AVAILABLE DATA>
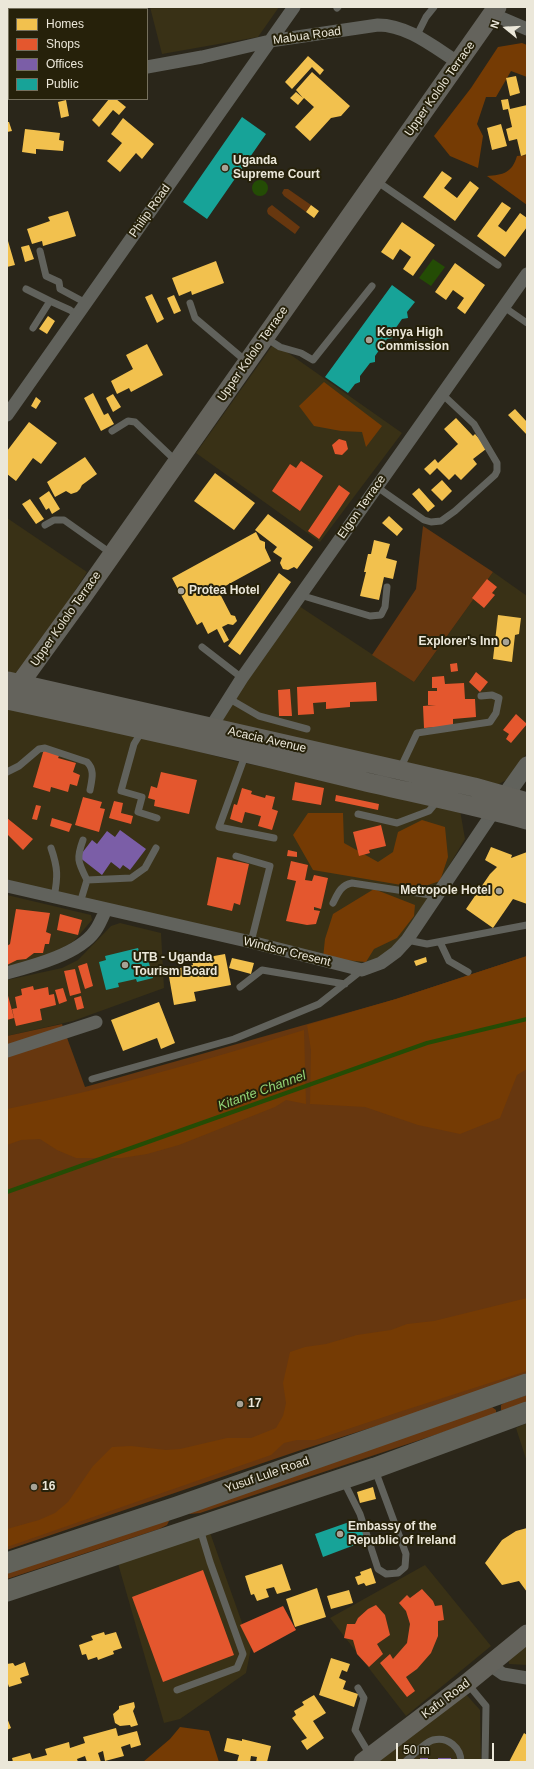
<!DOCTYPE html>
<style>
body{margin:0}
#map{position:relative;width:534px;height:1769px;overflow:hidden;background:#2a261a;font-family:Arial,sans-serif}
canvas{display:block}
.frame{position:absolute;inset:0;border:8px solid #ebe7d9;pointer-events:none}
.legend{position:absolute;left:8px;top:8px;width:140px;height:92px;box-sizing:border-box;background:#26210a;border:1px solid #75705d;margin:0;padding:5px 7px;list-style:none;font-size:12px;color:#ebe7d9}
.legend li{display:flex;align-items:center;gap:8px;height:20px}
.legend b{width:20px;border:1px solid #75705d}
.north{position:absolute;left:486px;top:8px;width:40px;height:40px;-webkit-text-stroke:3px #26210a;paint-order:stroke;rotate:288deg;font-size:11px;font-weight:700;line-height:16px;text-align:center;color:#ebe7d9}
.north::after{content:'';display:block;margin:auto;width:14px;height:18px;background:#ebe7d9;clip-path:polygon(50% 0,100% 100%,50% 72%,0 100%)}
.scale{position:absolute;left:396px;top:1743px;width:98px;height:18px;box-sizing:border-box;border:2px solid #ebe7d9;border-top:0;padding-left:5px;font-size:12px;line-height:14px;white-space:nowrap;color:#ebe7d9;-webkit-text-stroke:3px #26210a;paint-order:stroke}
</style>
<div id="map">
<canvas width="534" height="1769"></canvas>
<div class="frame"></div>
<ul class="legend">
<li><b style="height:11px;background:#f2c14e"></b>Homes</li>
<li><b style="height:11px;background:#e4572e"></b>Shops</li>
<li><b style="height:11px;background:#7b5ea7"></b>Offices</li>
<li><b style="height:11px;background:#17a398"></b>Public</li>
</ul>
<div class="north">N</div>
<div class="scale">50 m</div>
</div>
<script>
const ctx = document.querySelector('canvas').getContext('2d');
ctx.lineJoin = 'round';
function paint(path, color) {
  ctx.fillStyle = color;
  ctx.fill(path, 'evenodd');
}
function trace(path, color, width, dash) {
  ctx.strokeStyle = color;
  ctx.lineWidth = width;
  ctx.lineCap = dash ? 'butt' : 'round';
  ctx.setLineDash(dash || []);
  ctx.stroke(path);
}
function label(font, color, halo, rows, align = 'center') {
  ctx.font = font + ' Arial,sans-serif';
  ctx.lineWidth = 4;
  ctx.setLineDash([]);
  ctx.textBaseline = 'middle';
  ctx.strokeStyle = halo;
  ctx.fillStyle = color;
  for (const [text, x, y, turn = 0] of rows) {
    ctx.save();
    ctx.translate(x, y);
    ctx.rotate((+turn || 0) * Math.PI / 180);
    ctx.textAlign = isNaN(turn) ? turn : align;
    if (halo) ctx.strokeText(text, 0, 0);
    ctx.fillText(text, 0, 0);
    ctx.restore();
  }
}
paint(new Path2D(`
 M150 7H279L258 37 162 54Z
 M274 343 402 433 320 542 196 453Z
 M7 518 87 572 51 628 39 653 7 681Z
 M493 572 527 596V753L510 778 497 785 232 740 221 717 299 606 414 682Z
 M7 708 129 733 234 761 334 781 460 810 465 839 435 889 399 940 384 956 373 961 351 964 7 881Z
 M7 895 91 915 92 920 74 941 51 955 7 968Z
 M120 923 161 933 164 988 73 1021 7 1036V980L62 968 78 960 111 926Z
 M527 1423V1462L516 1428Z
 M208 1527 251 1648 246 1673 180 1719 164 1723 117 1560Z
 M425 1565 491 1646 406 1716 330 1618Z
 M527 1638V1665L509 1664 508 1653Z
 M464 1692 480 1710 481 1762H376Z`), '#393116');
paint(new Path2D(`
 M284 189H288L311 205 306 212 284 196 282 193Z
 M272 205 300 227 295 234 268 214 267 211 268 208Z
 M423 526 493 572 414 682 372 655 416 589Z
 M527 956V1378L301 1450 7 1550V1036L62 1024 85 1087 396 999Z
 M527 1395V1405L503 1412 501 1410V1405L504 1403Z
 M492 1407 496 1410V1414L477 1421 200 1513 190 1514 187 1511Z
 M170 1519 167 1525 159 1529 7 1579V1571Z`), '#67370f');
paint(new Path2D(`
 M522 43 527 45V77L511 71 496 97H486L477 124 483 136 478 168 450 156 434 136 471 88 498 47Z
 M527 155V205L487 176C503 175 512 173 517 156Z
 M324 382 382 426 366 447 362 432 341 431 314 426 299 406Z
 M308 813H343L344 843 378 862 393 852 398 832 422 820 445 827 448 857 440 881 419 888 313 870 293 835Z
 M374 889 415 905 414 916 397 938 374 949 366 962 323 958 325 939 333 914Z
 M527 956V1069L517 1075 500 1118 460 1134 418 1125 365 1107 310 1104 311 1050 307 1025 396 999Z
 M304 1030 306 1104 286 1100 275 1107 179 1145 147 1154 122 1158H76L57 1150 40 1139 21 1140 7 1145V1109C108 1089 206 1060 304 1030Z
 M527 1298V1371L399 1412 315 1440H297L284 1443 271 1455 7 1547V1529L39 1520 55 1513 68 1502 93 1466 112 1447 131 1446 166 1450 180 1449 227 1438H251L276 1428 283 1416 286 1403 283 1383 290 1352 305 1347 326 1344 357 1335 391 1330 407 1324 434 1321Z
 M180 1727 209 1731 219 1762H143L170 1739Z`), '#753b04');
paint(new Path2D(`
 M252 188a8 8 0 1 1 16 0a8 8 0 1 1-16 0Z
 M433 259 445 267 431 286 419 278Z`), '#244c05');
paint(new Path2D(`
 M308 56 324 70 320 75 312 67 292 89 285 82Z
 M312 72 350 106 341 116 331 118 310 141 295 127 314 107 304 98 298 105 290 98 296 92 303 98 296 90Z
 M516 76 520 93 510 96 506 78Z
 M109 99H116L126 107 119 115 113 110 99 127 92 120Z
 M508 99 510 109 527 105V154L521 156 517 139 509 141 506 129 512 127 508 109 503 110 501 100Z
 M66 100 69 116 61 118 58 102Z
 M123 118 154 144 142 159 136 153 120 172 107 161 122 143 111 134Z
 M7 122H9L12 131 7 132Z
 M501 124 507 146 492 150 487 128Z
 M25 129 60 133 59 140 64 141 63 151 36 149V154L22 152Z
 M442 171 452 178 444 188 457 198 470 181 479 188 455 221 423 197Z
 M502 202 511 208 498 226 506 232 520 213 527 218V227L505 257 477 236Z
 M311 205 319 211 314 218 306 212Z
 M68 211 76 236 43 246 42 241 32 244 27 229 50 221 48 217Z
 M402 222 435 245 413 276 403 269 411 257 400 249 393 260 381 252Z
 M7 241H8L15 265 7 267Z
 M29 245 34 259 25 262 21 247Z
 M216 261 224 283 192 295 191 291 179 296 172 278Z
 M455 263 485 285 465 314 457 308 464 298 453 290 446 300 435 292Z
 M152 294 164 319 157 323 145 297Z
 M174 295 181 311 174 314 167 298Z
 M48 316 55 321 47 334 39 329Z
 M147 344 163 375 131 392 129 388 117 394 111 381 133 369 126 355Z
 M93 393 104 415 108 413 114 424 101 431 84 398Z
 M113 394 121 407 113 412 106 398Z
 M36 397 41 401 36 409 31 406Z
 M515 409 527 422V435L508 415Z
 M456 418 473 436 475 434 483 443 486 449 473 459 477 464 461 480 455 474 449 480 437 468 430 475 424 469 435 459 438 463 458 444 444 429Z
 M29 422 57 443 41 464 33 458 16 481 7 474V451Z
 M85 457 97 474 82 485 80 489 77 492 71 494 66 491 55 497 47 482Z
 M215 473 255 503 234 530 194 501Z
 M442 480 452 491 442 501 431 490Z
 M419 488 435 506 428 512 412 494Z
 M49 491 60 509 52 514 49 508 46 510 39 498Z
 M30 499 44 519 36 524 22 504Z
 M268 514 313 547 297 569 294 567 288 570 283 569 280 563 282 558 273 552 277 547 255 530Z
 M389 516 403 529 397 536 382 523Z
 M256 532 260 540 265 542V548L271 561 218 590 231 615 235 616 237 621 233 625 228 624 222 627 229 640 224 643 217 629 208 634 202 622 197 625 172 578Z
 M374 540 390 544 386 558 397 561 393 579 384 577 379 600 360 596 366 572H364L368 554H371Z
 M279 573 291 582 240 655 228 646Z
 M498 615 521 618 519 634 515 635 512 662 493 659Z
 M491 847 512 855 511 858 527 852V904L513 899 493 928 466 909 490 874 497 867 485 860Z
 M225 954 231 985 194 992 196 1001 174 1005 168 971 193 965 192 960Z
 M426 957 427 962 416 966 414 961Z
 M232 958 254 963 251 974 229 968Z
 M159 1002 175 1043 161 1049 157 1038 123 1051 111 1020Z
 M373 1487 376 1499 360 1503 357 1492Z
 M527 1528V1592L519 1581 502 1585 485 1563 502 1540 516 1531Z
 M282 1564 291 1590 277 1594 274 1587 266 1589 269 1597 257 1601 254 1594 251 1595 245 1576Z
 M371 1568 376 1583 366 1586 364 1583 358 1585 355 1577 361 1575 360 1572Z
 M317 1588 326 1617 295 1627 286 1599Z
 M349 1590 353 1603 331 1609 327 1596Z
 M104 1632 105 1635 116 1632 122 1648 113 1651 114 1654 98 1660 97 1657 88 1660 86 1654 82 1655 79 1645 93 1640 91 1636Z
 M331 1658 350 1664 347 1672 342 1670 339 1678 346 1681 343 1689 358 1694 354 1707 319 1695Z
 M25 1662 29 1675 20 1678 22 1683 9 1687 8 1684H7V1664L13 1663 15 1666Z
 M314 1695 326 1713 313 1721 324 1738 307 1750 301 1741 307 1738 292 1718 296 1715 294 1711 304 1705 302 1702Z
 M134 1702 135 1707 133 1711 138 1725 131 1727 130 1725 120 1726 115 1723 113 1714 119 1709V1706Z
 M7 1718 11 1728 7 1730Z
 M116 1728 118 1736 137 1731 141 1745 131 1748 130 1744 121 1747 124 1756 105 1761 103 1751 98 1753 101 1762H87L85 1756 77 1759 78 1762H13L12 1758 30 1753 32 1759 47 1755 45 1749 69 1742 70 1748 85 1743 83 1737Z
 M524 1733 527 1735V1762H509Z
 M227 1738 242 1741V1739L271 1746 267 1762H256L257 1757 251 1756 250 1762H237L239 1755 224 1751Z`), '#f2c14e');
paint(new Path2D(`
 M66 7H90L88 9H64Z
 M339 439 346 441 348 449 342 455 335 454 332 445Z
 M301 461 323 476 300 511 272 491 290 464 296 468Z
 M339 485 350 493 319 539 308 531Z
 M487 579 497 587 492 593 495 595 484 608 472 598Z
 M457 663 458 671 451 672 450 664Z
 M476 672 488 682 480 692 469 682Z
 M444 676 445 684 464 683 465 699H475L476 717 453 719V726L424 728 423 706 436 705H428V691H437V688H432V677Z
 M376 682 377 701 350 702V707L326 709V702L313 703 314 714 298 715 297 687Z
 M290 689 292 716H279L278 690Z
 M516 714 527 724 511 743 506 739 509 734 503 730Z
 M44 749 60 754 58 758 76 763 73 772 80 775 77 786 70 784 68 792 51 787 50 792 33 787Z
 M161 772 197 780 189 814 154 806 155 800 148 798 151 786 157 788Z
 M295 782 324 788 321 805 292 800Z
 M242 788 252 791 251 794 265 798 266 795 275 797 272 809 278 811 272 830 258 826 261 816 245 812 242 823 230 819 234 804 237 805Z
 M336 795 379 804 378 810 335 801Z
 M83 797 102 802 100 808 105 809 99 832 75 825Z
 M114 801 123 803 121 813 133 816 131 824 109 818Z
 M36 805 41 806 37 820 32 819Z
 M7 818 33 839 23 850 7 834Z
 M52 818 72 824 69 832 50 826Z
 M381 825 386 846 369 850 370 853 359 856 353 832Z
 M288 850 297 852V857L287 856Z
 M217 857 249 864 240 905 234 903 232 911 207 905Z
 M291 861 308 865 305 880 312 881 314 875 328 878 321 909 314 907V910L320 911 316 924 307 925 286 921 296 881 287 879Z
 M16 909 50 913 46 932 51 934 49 944H45L43 953H34L26 959 17 960 7 965V946L10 944Z
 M60 914 82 920 78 935 57 930Z
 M87 963 93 986 85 989 78 966Z
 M75 969 81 993 70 996 64 971Z
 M33 986 34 990 48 987 49 995 54 994 56 1005 40 1009 42 1020 16 1026 12 1009 17 1008 15 997 22 995 21 989Z
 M63 988 67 1001 59 1004 55 990Z
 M7 992 14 1018 7 1020Z
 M81 996 84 1008 77 1010 74 998Z
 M203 1570 234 1655 163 1682 132 1597Z
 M422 1589 433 1601 435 1606 442 1605 444 1620 438 1621V1636L431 1653 417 1669 406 1677 415 1691 407 1697 380 1663 390 1654 393 1659 407 1643 410 1624 406 1611 399 1603 407 1595 410 1598Z
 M376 1605 385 1615 390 1635 377 1644 383 1654 369 1667 357 1654 353 1640 344 1638 347 1624H355L358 1618 368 1609Z
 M283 1606 296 1630 254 1653 240 1625Z`), '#e4572e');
paint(new Path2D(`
 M120 830 146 849 130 870 123 865 120 869 111 862 102 875 79 857 92 840 97 844 107 831 115 837Z
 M420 1758H428V1762H420Z
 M438 1758H451L452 1762H438Z`), '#7b5ea7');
paint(new Path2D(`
 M242 117 266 134 207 219 183 202Z
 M392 285 415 302 407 312 408 318 402 319 393 332 394 335 393 338 387 339 375 356V362L370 363 360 376V382L355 384 348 393 325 377Z
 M138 948 140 954 146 952 153 978 137 982 136 979 118 983 119 987 106 990 99 962 106 960 105 956Z
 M352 1521 365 1530 360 1543 323 1557 315 1534Z`), '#17a398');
trace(new Path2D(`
 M7 1192 427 1043 527 1019`), '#244c05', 4);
trace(new Path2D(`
 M337 8 338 7
 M416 37 426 17 434 7
 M375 180 498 265
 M40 251 46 276 59 282 60 289 86 303
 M26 289 50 301
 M190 303 195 318 247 362
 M504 307 527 323
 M33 328 50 301 70 310 77 315
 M266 338 280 347 301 353 313 360 372 286
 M112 431 128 421 135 422 176 461
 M377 487 424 520 431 522 441 521 455 511 495 475 497 471V463L474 424 442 394
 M45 525 54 520H64L112 554
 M300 595 370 616 381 615 385 607 387 587
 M202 647 242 678
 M228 698 259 716 307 729
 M142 731 134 744 121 791 142 797 138 812 157 818
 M246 753 219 827 274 838
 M400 769 417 733 490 722 496 713 499 698 492 695 481 696
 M7 772 19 766 39 749 45 748 87 762C95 770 92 779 90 790
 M358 814 397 823 429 811 439 799
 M83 840C76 859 78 862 87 880
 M51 848C58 868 58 877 54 897
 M236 856 270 866 251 942
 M80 903 87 880 131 878 145 868 156 848
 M333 903C338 893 341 885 352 883L437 896
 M407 940 427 944 527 925
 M440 942 449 961 468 972
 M240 987 262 970 345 984
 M92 1079 234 1039 319 1004 362 970
 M343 1480 360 1514 378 1569 386 1574 398 1573 405 1567 406 1554 375 1470
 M467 1683 486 1706 485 1762
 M358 1688 364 1698 355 1730 370 1755
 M177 1690 237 1668 243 1654 210 1562 200 1529
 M405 1762C411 1757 425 1742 433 1740 448 1736 461 1748 461 1762`), '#61625c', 7);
trace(new Path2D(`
 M492 14 527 29
 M147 67 202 57 270 41 378 25C408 25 435 48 459 63
 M7 90 9 89
 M7 415 294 7
 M209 735 211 727 242 678 527 274
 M7 886 251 942 362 970 381 963 396 952 407 940 494 811
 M7 973C33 966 79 954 95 931 100 924 103 916 106 909
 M7 1051 96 1022
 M490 1665 503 1674 527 1678`), '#61625c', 13);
trace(new Path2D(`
 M498 806 527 765`), '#61625c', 17);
trace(new Path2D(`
 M8 681 474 787 527 802
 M7 700C126 725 244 752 362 781 417 794 472 805 527 820
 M8 700 83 596 497 7
 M363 1762 467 1683 527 1634`), '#64635c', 19);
trace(new Path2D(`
 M7 1563 177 1507 527 1384
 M7 1591 375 1468 527 1412`), '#61625a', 21);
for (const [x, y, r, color] of [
 [225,168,4,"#a7a396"],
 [369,340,4,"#a7a396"],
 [181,591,4,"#a7a396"],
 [506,642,4,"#a7a396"],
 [499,891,4,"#a7a396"],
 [125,965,4,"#a7a396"],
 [240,1404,4,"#a7a396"],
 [34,1487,4,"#a7a396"],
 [340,1534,4,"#a7a396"]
]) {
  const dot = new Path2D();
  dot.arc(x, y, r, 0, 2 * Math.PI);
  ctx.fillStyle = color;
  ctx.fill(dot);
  trace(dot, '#26210a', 1.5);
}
label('12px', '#ebe7d9', '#26210a', [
 ["Mabua Road",307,36,-8],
 ["Upper Kololo Terrace",440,89,-55],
 ["Philip Road",150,211,-55],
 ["Upper Kololo Terrace",253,354,-55],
 ["Elgon Terrace",362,507,-55],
 ["Upper Kololo Terrace",66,619,-55],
 ["Acacia Avenue",267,740,13],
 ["Windsor Cresent",287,952,14],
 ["Yusuf Lule Road",267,1475,-19],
 ["Kafu Road",446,1699,-37]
]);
label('bold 12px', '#ebe7d9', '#26210a', [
 ["Uganda",233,161],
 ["Supreme Court",233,175],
 ["Kenya High",377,333],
 ["Commission",377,347],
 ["Protea Hotel",189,591],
 ["Explorer's Inn",498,642,"right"],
 ["Metropole Hotel",491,891,"right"],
 ["UTB - Uganda",133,958],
 ["Tourism Board",133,972],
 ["17",248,1404],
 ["16",42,1487],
 ["Embassy of the",348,1527],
 ["Republic of Ireland",348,1541]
], 'left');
label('italic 13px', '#94d576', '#26210a', [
 ["Kitante Channel",262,1091,-20]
]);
</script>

GOAL OF THE EXERCISE>
The lines holding the string "Math" are what is needed from the material above.

ANSWER TO THE PROBLEM>
    ctx.rotate((+turn || 0) * Math.PI / 180);
  dot.arc(x, y, r, 0, 2 * Math.PI);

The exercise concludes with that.